Note that I don’t mean “scientific researchers”.

There is a lot of debate over what the term “day” meant, but there is good evidence for the literal meaning of the term, unless one takes the “entire Bible isn’t literal” approach.

That is, if one takes the Bible literally, there are good arguments for each “day” of creation being roughly equivalent to today’s 24-hr period (as well as good arguments in the contrary). You can’t dismiss either side casually, as though it’s a silly notion. The arguments for both sides are considerably less silly than believing the Bible literally in the first place.

the biggest falsifiable claim is that there is an invisible being/man in the sky that all should pray to or end up in the pit.

Fair enough.

So, considering the belief that the entire Bible is literal to be a “silly” belief (though the level of silly is undetermined) - is somehow not dismissing that side casually?

I dismiss it with prejudice - not casually. The entire Bible *can’t *be literal. If that fact is in question, then this is no longer a discussion worth pursuing.

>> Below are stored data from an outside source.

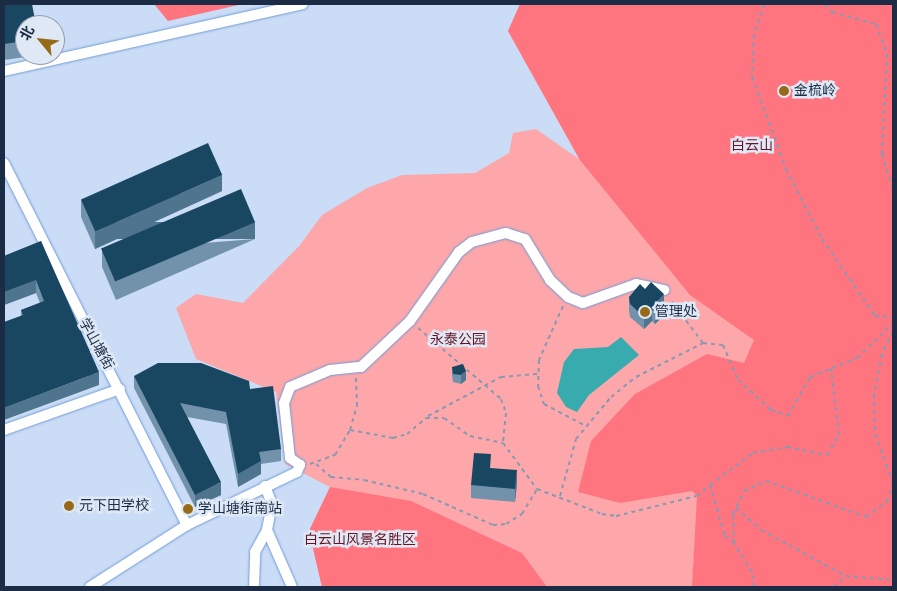 <!DOCTYPE html>
<meta charset="utf-8">
<style>
body{margin:0}
#map{position:relative;width:897px;height:591px;overflow:hidden;background:#cadcf6;font-family:"Fira Sans Condensed","Noto Sans SC",sans-serif}
div>[style]{position:absolute}
.green>*{inset:0;background:#fda7aa}
.forest>*{inset:0;background:#fe7580}
.water>*{inset:0;background:#38abae}
.path>*{height:2px;margin-top:-1px;transform-origin:0;background:repeating-linear-gradient(90deg,#8899b3 0 4px,transparent 0 8px)}
.roads{filter:drop-shadow(0 0 1px #729cd8) drop-shadow(0 0 1px #729cd8)}
.minor>*{height:10px;margin:-5px;padding:0 5px;transform-origin:5px;border-radius:5px;background:#fff}
.wall>*{inset:0;background:#7292ac}
.shaded-wall>*{inset:0;background:#4e748e;transform-origin:0 0}
.building>*{inset:0;background:#194761;transform-origin:0 0}
.dots>*{width:14px;height:14px;translate:-50% -50%;box-sizing:border-box;border:2px solid #dfe8f5;border-radius:50%}
span{translate:-50% -50%;white-space:nowrap;text-align:center;line-height:1.15;-webkit-text-stroke:5px #dfe8f5;paint-order:stroke}
.poi-label{font-size:14px;color:#1b2c44}
.left{translate:0 -50%;text-align:left}
.park-label{font-size:14px;color:#691322}
.street-label{font-size:14px;color:#1b2c44}
.frame{position:absolute;inset:0;border:5px solid #1b2c44;pointer-events:none}
.north{position:absolute;left:15px;top:15px;width:50px;height:50px;box-sizing:border-box;background:#dfe8f5;border:1px solid #919dae;border-radius:50%;rotate:298deg;font-size:14px;font-weight:700;line-height:20px;text-align:center;color:#1b2c44}
.north::after{content:'';display:block;margin:auto;width:18px;height:22px;background:#976a18;clip-path:polygon(50% 0,100% 100%,50% 72%,0 100%)}
</style>
<div id="map">
<div class="green">
<div style="clip-path:polygon(520px 4px,893px 4px,893px 587px,322px 587px,309px 531px,330px 487px,285px 464px,276px 392px,196px 359px,176px 308px,196px 294px,243px 303px,300px 245px,322px 215px,367px 188px,402px 175px,475px 173px,509px 153px,513px 133px,536px 129px,579px 159px,508px 31px)"></div>
</div>
<div class="forest">
<div style="clip-path:polygon(154px 4px,243px 4px,168px 21px)"></div>
<div style="clip-path:polygon(520px 4px,893px 4px,893px 587px,692px 587px,697px 496px,692px 491px,620px 503px,578px 492px,591px 441px,635px 394px,707px 354px,744px 363px,754px 340px,690px 295px,580px 160px,508px 31px)"></div>
<div style="clip-path:polygon(330px 487px,411px 501px,522px 553px,547px 587px,322px 587px,309px 531px)"></div>
</div>
<div class="water">
<div style="clip-path:polygon(621px 337px,639px 355px,589px 395px,577px 412px,566px 407px,557px 393px,564px 362px,574px 349px,608px 347px)"></div>
</div>
<div class="path">
<div style="left:764px;top:4px;width:33px;rotate:108deg"></div>
<div style="left:754px;top:35px;width:42px;rotate:92.7deg"></div>
<div style="left:752px;top:77px;width:98px;rotate:69.7deg"></div>
<div style="left:786px;top:169px;width:79px;rotate:62.8deg"></div>
<div style="left:822px;top:239px;width:93px;rotate:55.5deg"></div>
<div style="left:875px;top:316px;width:18px;rotate:3deg"></div>
<div style="left:825px;top:4px;width:11px;rotate:49deg"></div>
<div style="left:832px;top:12px;width:46px;rotate:15.3deg"></div>
<div style="left:876px;top:24px;width:32px;rotate:70deg"></div>
<div style="left:887px;top:54px;width:100px;rotate:92.9deg"></div>
<div style="left:882px;top:154px;width:39px;rotate:73deg"></div>
<div style="left:563px;top:306px;width:59px;rotate:114deg"></div>
<div style="left:539px;top:360px;width:26px;rotate:92deg"></div>
<div style="left:538px;top:386px;width:19px;rotate:72deg"></div>
<div style="left:544px;top:404px;width:47px;rotate:27.6deg"></div>
<div style="left:418px;top:328px;width:109px;rotate:40.5deg"></div>
<div style="left:501px;top:399px;width:15px;rotate:70deg"></div>
<div style="left:506px;top:413px;width:30px;rotate:96deg"></div>
<div style="left:893px;top:332px;width:25px;rotate:117deg"></div>
<div style="left:882px;top:354px;width:41px;rotate:101.3deg"></div>
<div style="left:874px;top:394px;width:40px;rotate:88.6deg"></div>
<div style="left:875px;top:434px;width:52px;rotate:69.8deg"></div>
<div style="left:703px;top:343px;width:20px;rotate:6deg"></div>
<div style="left:723px;top:345px;width:38px;rotate:67deg"></div>
<div style="left:738px;top:380px;width:45px;rotate:42.3deg"></div>
<div style="left:771px;top:410px;width:18px;rotate:19deg"></div>
<div style="left:788px;top:416px;width:45px;rotate:-60.6deg"></div>
<div style="left:810px;top:377px;width:51px;rotate:-22deg"></div>
<div style="left:857px;top:358px;width:50px;rotate:-44.2deg"></div>
<div style="left:428px;top:416px;width:83px;rotate:-28.1deg"></div>
<div style="left:501px;top:377px;width:37px;rotate:-5deg"></div>
<div style="left:350px;top:430px;width:25px;rotate:-74deg"></div>
<div style="left:357px;top:406px;width:29px;rotate:-92deg"></div>
<div style="left:310px;top:464px;width:27px;rotate:-20deg"></div>
<div style="left:335px;top:455px;width:29px;rotate:-59deg"></div>
<div style="left:350px;top:430px;width:44px;rotate:10.5deg"></div>
<div style="left:393px;top:438px;width:15px;rotate:-16deg"></div>
<div style="left:407px;top:434px;width:25px;rotate:-40deg"></div>
<div style="left:426px;top:418px;width:18px"></div>
<div style="left:444px;top:418px;width:32px;rotate:35deg"></div>
<div style="left:470px;top:436px;width:34px;rotate:12deg"></div>
<div style="left:503px;top:443px;width:57px;rotate:53.5deg"></div>
<div style="left:537px;top:489px;width:70px;rotate:21deg"></div>
<div style="left:602px;top:514px;width:14px;rotate:8deg"></div>
<div style="left:616px;top:516px;width:83px;rotate:-13.9deg"></div>
<div style="left:697px;top:496px;width:17px;rotate:-40deg"></div>
<div style="left:710px;top:485px;width:53px;rotate:73.6deg"></div>
<div style="left:725px;top:536px;width:11px;rotate:38deg"></div>
<div style="left:316px;top:464px;width:20px;rotate:41deg"></div>
<div style="left:331px;top:477px;width:33px;rotate:5deg"></div>
<div style="left:364px;top:480px;width:61px;rotate:13.3deg"></div>
<div style="left:423px;top:494px;width:77px;rotate:23.9deg"></div>
<div style="left:493px;top:525px;width:13px;rotate:-4deg"></div>
<div style="left:506px;top:524px;width:19px;rotate:-32deg"></div>
<div style="left:522px;top:514px;width:29px;rotate:-59deg"></div>
<div style="left:710px;top:485px;width:54px;rotate:-36.7deg"></div>
<div style="left:753px;top:453px;width:35px;rotate:-10deg"></div>
<div style="left:787px;top:447px;width:41px;rotate:11.3deg"></div>
<div style="left:827px;top:455px;width:23px;rotate:-59deg"></div>
<div style="left:839px;top:435px;width:67px;rotate:-96.8deg"></div>
<div style="left:560px;top:496px;width:59px;rotate:-74.3deg"></div>
<div style="left:576px;top:439px;width:55px;rotate:-50.2deg"></div>
<div style="left:611px;top:397px;width:32px;rotate:-39deg"></div>
<div style="left:636px;top:377px;width:75px;rotate:-26.9deg"></div>
<div style="left:703px;top:343px;width:56px;rotate:-127.1deg"></div>
<div style="left:736px;top:508px;width:33px;rotate:41deg"></div>
<div style="left:761px;top:530px;width:97px;rotate:28.4deg"></div>
<div style="left:754px;top:587px;width:15px;rotate:-98deg"></div>
<div style="left:752px;top:572px;width:34px;rotate:-122deg"></div>
<div style="left:734px;top:543px;width:29px;rotate:-92deg"></div>
<div style="left:733px;top:514px;width:25px;rotate:-64deg"></div>
<div style="left:744px;top:491px;width:24px;rotate:-24deg"></div>
<div style="left:766px;top:481px;width:106px;rotate:19.8deg"></div>
<div style="left:866px;top:517px;width:26px;rotate:-36deg"></div>
<div style="left:887px;top:502px;width:20px;rotate:-72deg"></div>
<div style="left:834px;top:587px;width:16px;rotate:-43deg"></div>
<div style="left:846px;top:576px;width:47px;rotate:4.9deg"></div>
</div>
<div class="roads">
<div class="minor">
<div style="left:4px;top:71px;width:306px;rotate:-12.6deg"></div>
<div style="left:4px;top:163px;width:406px;rotate:63.2deg"></div>
<div style="left:4px;top:430px;width:123px;rotate:-19.5deg"></div>
<div style="left:265px;top:486px;width:19px;rotate:69deg"></div>
<div style="left:272px;top:504px;width:26px;rotate:101deg"></div>
<div style="left:267px;top:530px;width:62px;rotate:66.3deg"></div>
<div style="left:90px;top:587px;width:115px;rotate:-32.6deg"></div>
<div style="left:187px;top:525px;width:122px;rotate:-25.7deg"></div>
<div style="left:297px;top:472px;width:8px;rotate:-67deg"></div>
<div style="left:300px;top:465px;width:12px;rotate:-145deg"></div>
<div style="left:290px;top:458px;width:55px;rotate:-96.2deg"></div>
<div style="left:284px;top:403px;width:17px;rotate:-69deg"></div>
<div style="left:290px;top:387px;width:43px;rotate:-23deg"></div>
<div style="left:330px;top:370px;width:31px;rotate:-6deg"></div>
<div style="left:361px;top:367px;width:67px;rotate:-43.2deg"></div>
<div style="left:410px;top:321px;width:85px;rotate:-54.6deg"></div>
<div style="left:459px;top:252px;width:16px;rotate:-38deg"></div>
<div style="left:472px;top:242px;width:35px;rotate:-15deg"></div>
<div style="left:506px;top:233px;width:20px;rotate:18deg"></div>
<div style="left:525px;top:239px;width:48px;rotate:58.6deg"></div>
<div style="left:550px;top:280px;width:25px;rotate:43deg"></div>
<div style="left:568px;top:297px;width:16px;rotate:22deg"></div>
<div style="left:583px;top:303px;width:56px;rotate:-19.7deg"></div>
<div style="left:636px;top:284px;width:29px;rotate:12deg"></div>
<div style="left:254px;top:587px;width:35px;rotate:-88deg"></div>
<div style="left:255px;top:552px;width:25px;rotate:-61deg"></div>
</div>
</div>
<div class="wall">
<div style="clip-path:polygon(4px 4px,25px 25px,25px 55px,39px 55px,4px 60px)"></div>
<div style="clip-path:polygon(222px 191px,95px 249px,81px 217px,81px 200px)"></div>
<div style="clip-path:polygon(255px 239px,116px 300px,102px 267px,102px 251px)"></div>
<div style="clip-path:polygon(41px 241px,99px 385px,21px 316px,21px 310px,40px 303px,36px 293px,4px 305px,4px 256px)"></div>
<div style="clip-path:polygon(645px 289px,664px 307px,662px 309px,662px 317px,655px 324px,652px 321px,644px 329px,630px 317px,629px 310px,629px 297px)"></div>
<div style="clip-path:polygon(452px 367px,466px 380px,461px 384px,453px 382px,452px 375px)"></div>
<div style="clip-path:polygon(134px 376px,250px 389px,281px 449px,281px 461px,261px 464px,261px 474px,238px 487px,226px 424px,187px 417px,221px 495px,195px 507px,134px 388px)"></div>
<div style="clip-path:polygon(491px 468px,517px 483px,515px 502px,471px 498px,471px 485px)"></div>
</div>
<div class="shaded-wall">
<div style="clip-path:polygon(222px 175px,222px 191px,95px 249px,95px 232px)"></div>
<div style="left:255px;top:222px;width:17px;height:152px;rotate:90deg"></div>
<div style="clip-path:polygon(36px 280px,36px 293px,4px 305px,4px 292px)"></div>
<div style="clip-path:polygon(664px 294px,664px 307px,662px 309px,662px 317px,655px 324px,655px 312px,658px 301px)"></div>
<div style="clip-path:polygon(652px 309px,652px 321px,644px 329px,644px 317px)"></div>
<div style="clip-path:polygon(466px 371px,466px 380px,461px 384px,461px 375px)"></div>
<div style="clip-path:polygon(99px 372px,99px 385px,4px 420px,4px 408px)"></div>
<div style="clip-path:polygon(261px 461px,261px 474px,238px 487px,238px 474px)"></div>
<div style="clip-path:polygon(517px 470px,517px 483px,515px 502px,515px 489px)"></div>
<div style="clip-path:polygon(221px 482px,221px 495px,195px 507px,195px 495px)"></div>
</div>
<div class="building">
<div style="clip-path:polygon(4px 4px,32px 4px,36px 25px,25px 25px,25px 41px,4px 44px)"></div>
<div style="left:208px;top:143px;width:35px;height:139px;rotate:66deg"></div>
<div style="left:241px;top:189px;width:36px;height:152px;rotate:67deg"></div>
<div style="clip-path:polygon(41px 241px,99px 372px,4px 408px,4px 322px,23px 315px,21px 310px,44px 301px,36px 280px,4px 292px,4px 256px)"></div>
<div style="clip-path:polygon(651px 282px,664px 294px,658px 301px,662px 304px,655px 312px,652px 309px,644px 317px,630px 304px,629px 297px,640px 284px,645px 289px)"></div>
<div style="clip-path:polygon(158px 363px,201px 363px,249px 381px,250px 389px,273px 386px,281px 449px,259px 452px,261px 461px,238px 474px,226px 412px,180px 403px,221px 482px,195px 495px,134px 376px)"></div>
<div style="clip-path:polygon(463px 364px,466px 371px,461px 375px,453px 374px,452px 367px)"></div>
<div style="clip-path:polygon(474px 453px,491px 454px,490px 468px,517px 470px,515px 489px,471px 485px)"></div>
</div>
<div class="dots">
<div style="left:784px;top:91px;background:#976a18"></div>
<div style="left:645px;top:312px;background:#976a18"></div>
<div style="left:69px;top:506px;background:#976a18"></div>
<div style="left:188px;top:509px;background:#976a18"></div>
</div>
<div class="poi-label">
<span class="left" style="left:794px;top:91px">金梳岭</span>
<span class="left" style="left:655px;top:312px">管理处</span>
<span class="left" style="left:79px;top:506px">元下田学校</span>
<span class="left" style="left:198px;top:509px">学山塘街南站</span>
</div>
<div class="park-label">
<span style="left:752px;top:146px">白云山</span>
<span style="left:458px;top:340px">永泰公园</span>
<span style="left:360px;top:540px">白云山风景名胜区</span>
</div>
<div class="street-label">
<span style="left:96px;top:344px;rotate:61deg">学山塘街</span>
</div>
<div class="frame"></div>
<div class="north">北</div>
</div>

The true debate only lies where one draws the line. I especially like Mark 13:14 . It’s basically telling the reader that this particular verse requires more than the usual attention and understanding, implying that other verses do not. Why make the distinction? Because (in my opinion) it was common knowledge among those who read the scriptures available at that time that not all of it could be taken literally - and a lot of it was dismissed completely because of this (not that it should have been, it simply was, as evidenced by the decidedly un-biblical conduct of the people).

the bible…the greatest fairytale ever written.